Rain affected the start of the match, reducing the contest to 38 overs a team, and further rain reduced the Sri Lankan innings to 36 overs. With Australia almost certain victors with just 3 overs to go, bad light began to affect play and the umpires seemed to offer the Sri Lankans the opportunity to leave the field for bad light. Both teams assumed this would have granted Australia victory that evening, but they were soon informed that if the light improved the match would have to continue; and if not then the final 3 overs would be played the next day.
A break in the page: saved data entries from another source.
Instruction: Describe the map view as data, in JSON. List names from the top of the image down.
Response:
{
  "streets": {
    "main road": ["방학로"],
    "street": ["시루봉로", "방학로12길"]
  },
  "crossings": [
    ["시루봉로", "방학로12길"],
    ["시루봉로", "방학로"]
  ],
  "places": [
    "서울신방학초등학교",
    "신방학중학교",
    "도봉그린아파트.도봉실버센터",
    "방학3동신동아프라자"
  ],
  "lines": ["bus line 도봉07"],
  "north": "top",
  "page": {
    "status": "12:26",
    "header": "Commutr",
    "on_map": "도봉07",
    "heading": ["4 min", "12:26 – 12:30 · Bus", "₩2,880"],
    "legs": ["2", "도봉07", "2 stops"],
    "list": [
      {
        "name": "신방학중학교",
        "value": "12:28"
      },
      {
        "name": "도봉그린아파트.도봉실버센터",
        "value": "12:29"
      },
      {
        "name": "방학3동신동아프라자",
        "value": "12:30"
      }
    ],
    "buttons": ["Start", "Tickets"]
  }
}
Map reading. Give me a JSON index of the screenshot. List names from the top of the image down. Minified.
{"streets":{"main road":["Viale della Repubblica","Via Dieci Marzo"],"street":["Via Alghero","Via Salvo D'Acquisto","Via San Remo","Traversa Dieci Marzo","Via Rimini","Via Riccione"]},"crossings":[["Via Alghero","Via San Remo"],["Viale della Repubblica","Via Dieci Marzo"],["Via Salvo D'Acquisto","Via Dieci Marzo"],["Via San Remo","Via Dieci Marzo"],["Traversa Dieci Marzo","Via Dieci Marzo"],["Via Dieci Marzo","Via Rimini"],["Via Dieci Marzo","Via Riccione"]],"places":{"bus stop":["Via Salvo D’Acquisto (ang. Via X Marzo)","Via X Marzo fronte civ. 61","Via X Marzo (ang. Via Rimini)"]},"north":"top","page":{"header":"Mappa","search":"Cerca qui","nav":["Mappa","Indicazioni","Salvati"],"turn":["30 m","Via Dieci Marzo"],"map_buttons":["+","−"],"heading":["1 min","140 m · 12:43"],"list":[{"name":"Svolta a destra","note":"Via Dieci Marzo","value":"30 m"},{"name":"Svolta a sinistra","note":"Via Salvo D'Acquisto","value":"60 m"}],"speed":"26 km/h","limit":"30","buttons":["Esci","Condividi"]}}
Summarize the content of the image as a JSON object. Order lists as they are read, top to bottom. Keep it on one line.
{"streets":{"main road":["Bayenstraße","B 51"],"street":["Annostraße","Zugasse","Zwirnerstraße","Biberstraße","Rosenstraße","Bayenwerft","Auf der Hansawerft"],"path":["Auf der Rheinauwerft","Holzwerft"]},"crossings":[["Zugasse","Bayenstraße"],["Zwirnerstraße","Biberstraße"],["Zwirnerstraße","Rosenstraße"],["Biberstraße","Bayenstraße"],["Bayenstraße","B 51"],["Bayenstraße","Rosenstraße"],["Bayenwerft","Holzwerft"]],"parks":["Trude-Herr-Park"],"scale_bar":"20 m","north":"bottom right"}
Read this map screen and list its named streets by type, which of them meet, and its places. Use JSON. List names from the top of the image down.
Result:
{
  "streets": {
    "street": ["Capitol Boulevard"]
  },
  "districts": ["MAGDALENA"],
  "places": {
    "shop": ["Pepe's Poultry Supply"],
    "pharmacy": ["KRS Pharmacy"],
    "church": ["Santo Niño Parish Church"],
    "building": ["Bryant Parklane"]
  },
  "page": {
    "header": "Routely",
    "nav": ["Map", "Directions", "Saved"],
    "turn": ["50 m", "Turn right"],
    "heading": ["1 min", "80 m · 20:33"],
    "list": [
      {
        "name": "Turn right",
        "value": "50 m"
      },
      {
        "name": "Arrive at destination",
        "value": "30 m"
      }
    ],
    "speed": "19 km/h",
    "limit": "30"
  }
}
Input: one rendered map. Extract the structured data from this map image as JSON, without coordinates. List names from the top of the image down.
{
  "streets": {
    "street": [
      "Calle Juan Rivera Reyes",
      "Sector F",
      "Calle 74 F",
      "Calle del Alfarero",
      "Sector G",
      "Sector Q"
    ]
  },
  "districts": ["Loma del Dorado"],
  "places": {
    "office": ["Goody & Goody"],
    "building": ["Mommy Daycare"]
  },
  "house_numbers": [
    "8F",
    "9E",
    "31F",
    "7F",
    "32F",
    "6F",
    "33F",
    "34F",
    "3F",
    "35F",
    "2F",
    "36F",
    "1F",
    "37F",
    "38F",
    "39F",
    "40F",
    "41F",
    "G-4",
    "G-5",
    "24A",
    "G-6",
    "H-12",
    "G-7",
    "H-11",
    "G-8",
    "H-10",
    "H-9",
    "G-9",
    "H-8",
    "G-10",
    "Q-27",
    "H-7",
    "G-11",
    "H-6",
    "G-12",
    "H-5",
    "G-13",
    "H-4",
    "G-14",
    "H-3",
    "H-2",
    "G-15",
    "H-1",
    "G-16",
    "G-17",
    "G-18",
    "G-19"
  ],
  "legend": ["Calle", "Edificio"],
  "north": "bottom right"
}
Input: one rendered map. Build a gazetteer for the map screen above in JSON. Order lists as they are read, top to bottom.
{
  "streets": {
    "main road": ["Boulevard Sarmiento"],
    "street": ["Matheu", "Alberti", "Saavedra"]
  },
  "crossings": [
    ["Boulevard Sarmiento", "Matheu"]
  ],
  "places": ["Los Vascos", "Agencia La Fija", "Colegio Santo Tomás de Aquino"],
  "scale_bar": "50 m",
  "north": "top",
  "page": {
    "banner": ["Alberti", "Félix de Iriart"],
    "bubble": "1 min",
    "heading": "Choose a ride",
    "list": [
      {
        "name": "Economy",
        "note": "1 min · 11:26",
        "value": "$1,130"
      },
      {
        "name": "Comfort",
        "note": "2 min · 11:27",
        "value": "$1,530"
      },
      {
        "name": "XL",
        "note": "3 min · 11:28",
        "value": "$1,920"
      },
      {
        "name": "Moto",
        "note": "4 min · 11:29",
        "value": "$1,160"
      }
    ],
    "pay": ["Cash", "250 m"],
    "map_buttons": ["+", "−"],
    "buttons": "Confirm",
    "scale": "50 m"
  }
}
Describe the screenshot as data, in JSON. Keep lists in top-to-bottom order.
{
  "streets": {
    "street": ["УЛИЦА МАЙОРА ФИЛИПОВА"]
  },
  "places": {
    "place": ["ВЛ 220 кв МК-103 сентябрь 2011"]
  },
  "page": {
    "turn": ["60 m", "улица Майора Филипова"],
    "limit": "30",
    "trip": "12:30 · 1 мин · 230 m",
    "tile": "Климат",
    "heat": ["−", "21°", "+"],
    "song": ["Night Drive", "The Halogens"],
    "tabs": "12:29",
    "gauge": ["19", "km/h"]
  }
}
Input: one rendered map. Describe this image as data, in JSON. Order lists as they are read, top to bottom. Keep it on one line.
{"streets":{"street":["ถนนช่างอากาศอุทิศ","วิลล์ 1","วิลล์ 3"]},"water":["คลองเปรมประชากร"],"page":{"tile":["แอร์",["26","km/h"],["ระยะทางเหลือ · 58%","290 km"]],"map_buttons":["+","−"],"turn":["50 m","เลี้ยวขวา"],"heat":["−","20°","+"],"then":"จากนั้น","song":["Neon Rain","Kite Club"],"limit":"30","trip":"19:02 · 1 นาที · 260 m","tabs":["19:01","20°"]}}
Sri Lanka's batsmen eventually came out and played out the final 3 overs regardless, and Australia were eventually crowned champions.

Match referee Jeff Crowe revealed a "communication breakdown" between himself, on-field umpires Aleem Dar and Steve Bucknor and third umpire Rudi Koertzen was to blame for the mix-up, which overlooked Law 21 of the laws of cricket. The law states that, in a One Day International, providing a minimum of 20 overs have been played then a result can be reached using the Duckworth-Lewis system.

The ICC issued a statement apologising for occurrence of the incident, but said that none of those involved would be sacked. Two months later it was announced that all five officials involved - the two on field umpires, the third and fourth umpires and the match referee - were to be reprimanded by suspension to prevent them officiating in the 2007 World Twenty20.